[Source records]
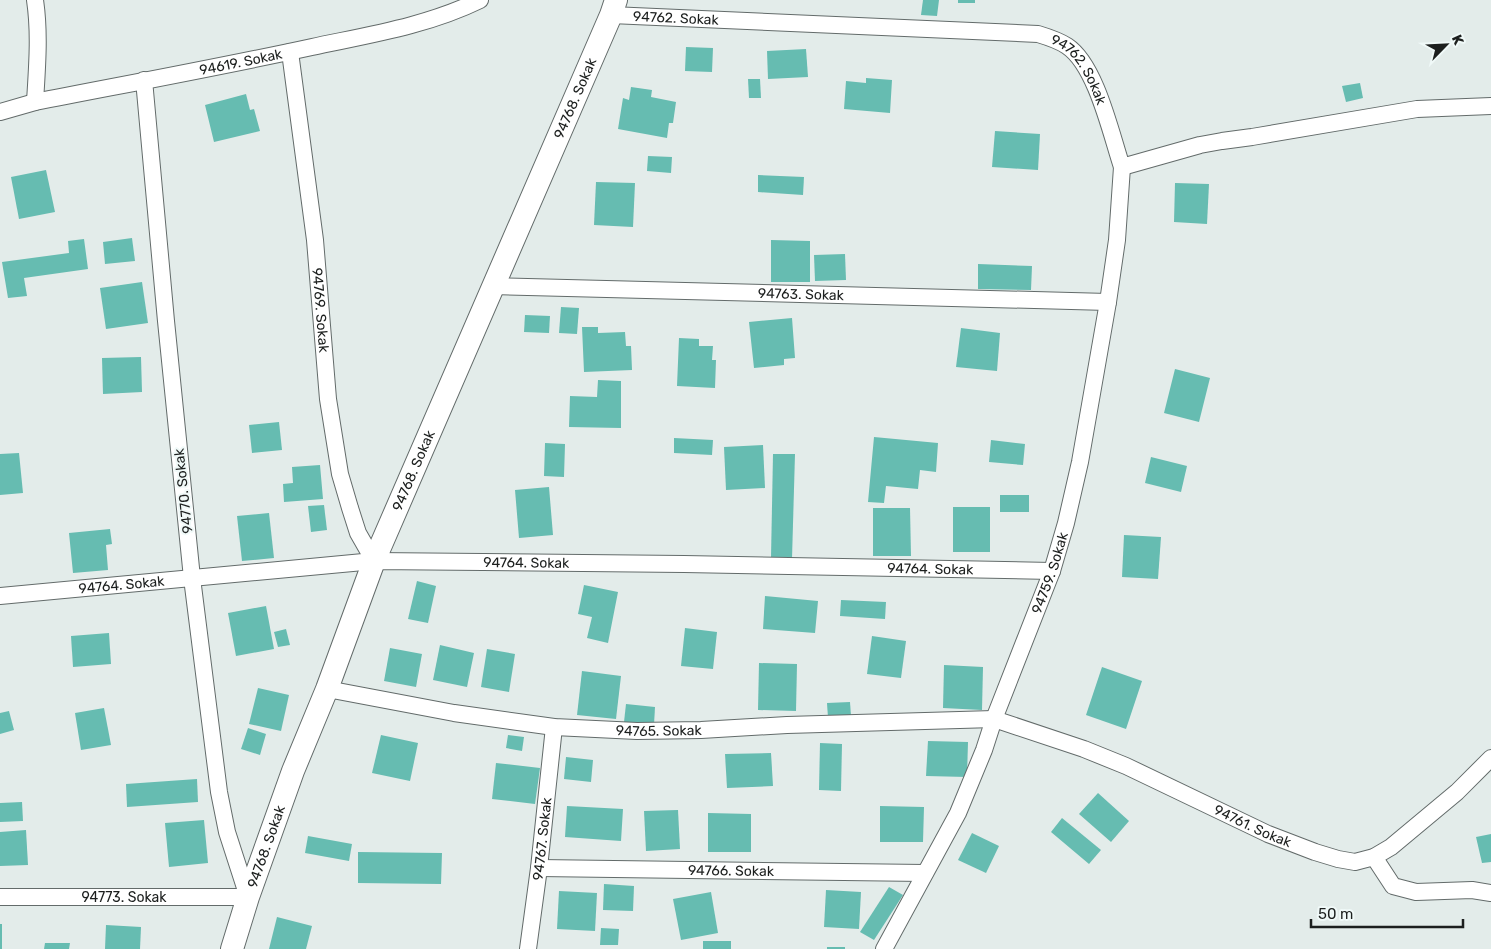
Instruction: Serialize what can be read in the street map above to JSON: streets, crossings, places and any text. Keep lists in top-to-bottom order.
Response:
{
  "streets": {
    "street": [
      "94762. Sokak",
      "94619. Sokak",
      "94768. Sokak",
      "94763. Sokak",
      "94769. Sokak",
      "94770. Sokak",
      "94764. Sokak",
      "94759. Sokak",
      "94765. Sokak",
      "94761. Sokak",
      "94767. Sokak",
      "94766. Sokak",
      "94773. Sokak"
    ]
  },
  "crossings": [
    ["94762. Sokak", "94768. Sokak"],
    ["94762. Sokak", "94759. Sokak"],
    ["94619. Sokak", "94769. Sokak"],
    ["94619. Sokak", "94770. Sokak"],
    ["94768. Sokak", "94763. Sokak"],
    ["94768. Sokak", "94769. Sokak"],
    ["94768. Sokak", "94770. Sokak"],
    ["94768. Sokak", "94764. Sokak"],
    ["94768. Sokak", "94765. Sokak"],
    ["94768. Sokak", "94773. Sokak"],
    ["94763. Sokak", "94759. Sokak"],
    ["94769. Sokak", "94764. Sokak"],
    ["94770. Sokak", "94764. Sokak"],
    ["94770. Sokak", "94773. Sokak"],
    ["94764. Sokak", "94759. Sokak"],
    ["94759. Sokak", "94765. Sokak"],
    ["94759. Sokak", "94761. Sokak"],
    ["94759. Sokak", "94766. Sokak"],
    ["94765. Sokak", "94761. Sokak"],
    ["94765. Sokak", "94767. Sokak"],
    ["94767. Sokak", "94766. Sokak"]
  ],
  "scale_bar": "50 m",
  "north": "top right"
}
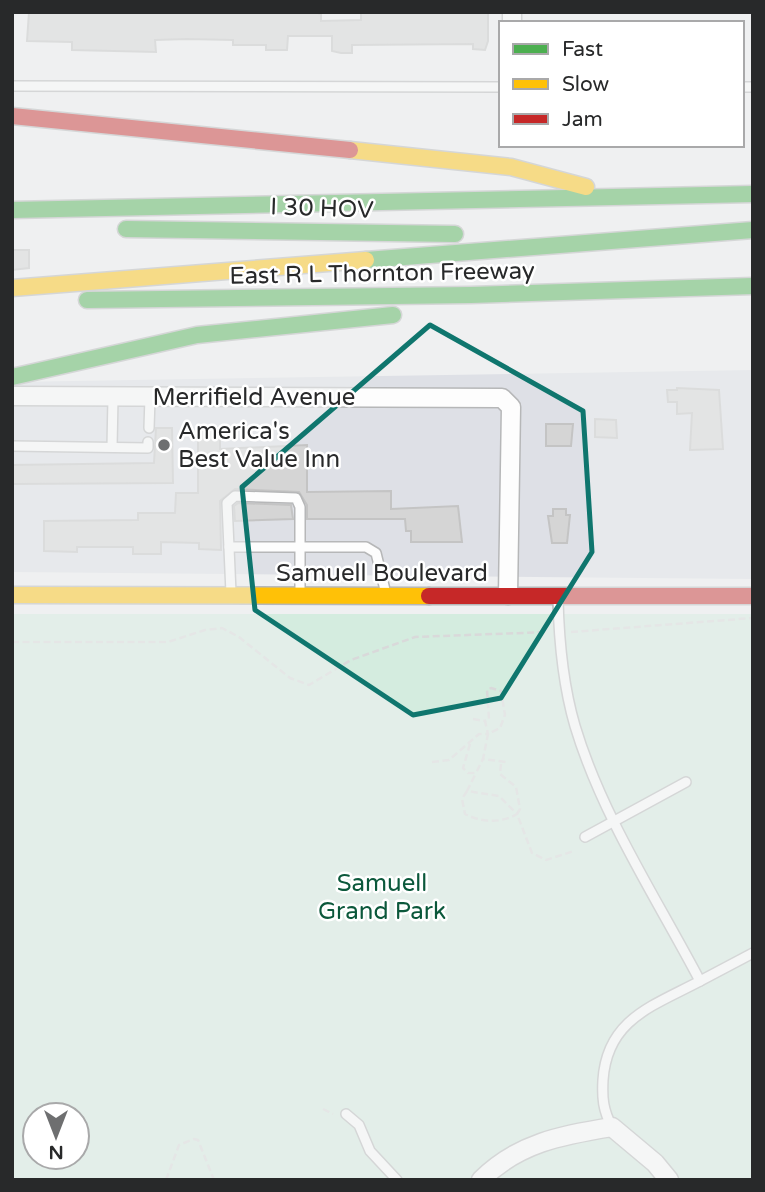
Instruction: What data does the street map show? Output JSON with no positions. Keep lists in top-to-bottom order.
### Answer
{
  "streets": {
    "main road": ["I 30 HOV", "East R L Thornton Freeway", "Samuell Boulevard"],
    "street": ["Merrifield Avenue"]
  },
  "crossings": [
    ["Merrifield Avenue", "Samuell Boulevard"]
  ],
  "parks": ["Samuell Grand Park"],
  "places": ["America's Best Value Inn"],
  "legend": ["Fast", "Slow", "Jam"],
  "north": "bottom"
}
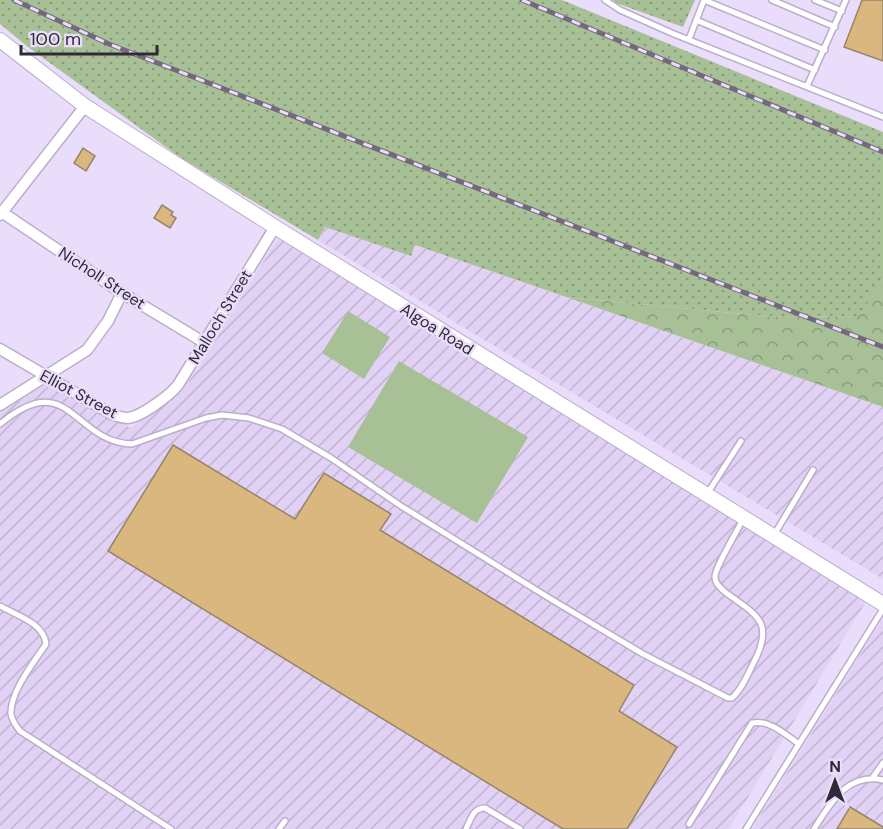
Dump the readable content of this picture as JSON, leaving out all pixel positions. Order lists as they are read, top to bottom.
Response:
{
  "streets": {
    "street": [
      "Nicholl Street",
      "Malloch Street",
      "Algoa Road",
      "Elliot Street"
    ]
  },
  "crossings": [
    ["Nicholl Street", "Malloch Street"],
    ["Malloch Street", "Algoa Road"],
    ["Malloch Street", "Elliot Street"]
  ],
  "scale_bar": "100 m",
  "north": "top"
}
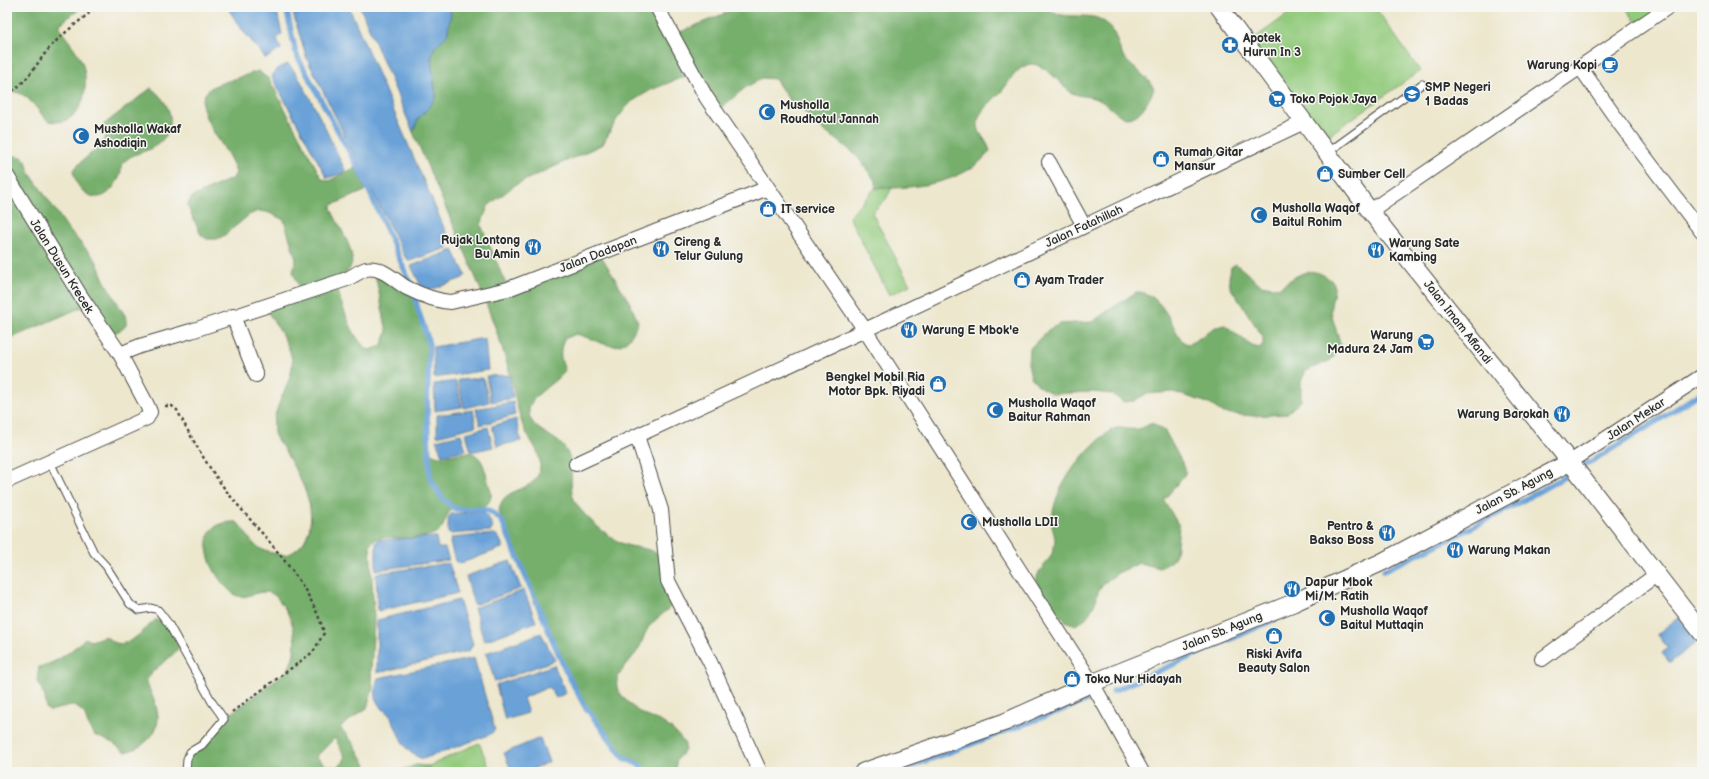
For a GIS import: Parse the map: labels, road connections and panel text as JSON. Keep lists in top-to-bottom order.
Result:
{
  "streets": {
    "street": [
      "Jalan Fatahillah",
      "Jalan Dadapan",
      "Jalan Dusun Krecek",
      "Jalan Imam Affandi",
      "Jalan Mekar",
      "Jalan Sb. Agung"
    ]
  },
  "crossings": [
    ["Jalan Fatahillah", "Jalan Imam Affandi"],
    ["Jalan Dadapan", "Jalan Dusun Krecek"],
    ["Jalan Imam Affandi", "Jalan Mekar"],
    ["Jalan Imam Affandi", "Jalan Sb. Agung"],
    ["Jalan Mekar", "Jalan Sb. Agung"]
  ],
  "places": {
    "pharmacy": ["Apotek Hurun In 3"],
    "cafe": ["Warung Kopi"],
    "school or university": ["SMP Negeri 1 Badas"],
    "supermarket": ["Toko Pojok Jaya", "Warung Madura 24 Jam"],
    "mosque": [
      "Musholla Roudhotul Jannah",
      "Musholla Wakaf Ashodiqin",
      "Musholla Waqof Baitul Rohim",
      "Musholla Waqof Baitur Rahman",
      "Musholla LDII",
      "Musholla Waqof Baitul Muttaqin"
    ],
    "shop": [
      "Rumah Gitar Mansur",
      "Sumber Cell",
      "IT service",
      "Ayam Trader",
      "Bengkel Mobil Ria Motor Bpk. Riyadi",
      "Riski Avifa Beauty Salon",
      "Toko Nur Hidayah"
    ],
    "restaurant": [
      "Rujak Lontong Bu Amin",
      "Cireng & Telur Gulung",
      "Warung Sate Kambing",
      "Warung E Mbok'e",
      "Warung Barokah",
      "Pentro & Bakso Boss",
      "Warung Makan",
      "Dapur Mbok Mi/M. Ratih"
    ]
  }
}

What you will do —
Look above for the line with "Instruction: What data", then print it and each line after it down to and including the line with "For a GIS import: Parse". Leave out the pictures and keep the wording exact.

Answer box —
Instruction: What data does the street map show? Output JSON with no positions. Keep lists in top-to-bottom order.
### Answer
{
  "streets": {
    "main road": ["I 30 HOV", "East R L Thornton Freeway", "Samuell Boulevard"],
    "street": ["Merrifield Avenue"]
  },
  "crossings": [
    ["Merrifield Avenue", "Samuell Boulevard"]
  ],
  "parks": ["Samuell Grand Park"],
  "places": ["America's Best Value Inn"],
  "legend": ["Fast", "Slow", "Jam"],
  "north": "bottom"
}
Dump the readable content of this picture as JSON, leaving out all pixel positions. Order lists as they are read, top to bottom.
Response:
{
  "streets": {
    "street": [
      "Nicholl Street",
      "Malloch Street",
      "Algoa Road",
      "Elliot Street"
    ]
  },
  "crossings": [
    ["Nicholl Street", "Malloch Street"],
    ["Malloch Street", "Algoa Road"],
    ["Malloch Street", "Elliot Street"]
  ],
  "scale_bar": "100 m",
  "north": "top"
}
For a GIS import: Parse the map: labels, road connections and panel text as JSON. Keep lists in top-to-bottom order.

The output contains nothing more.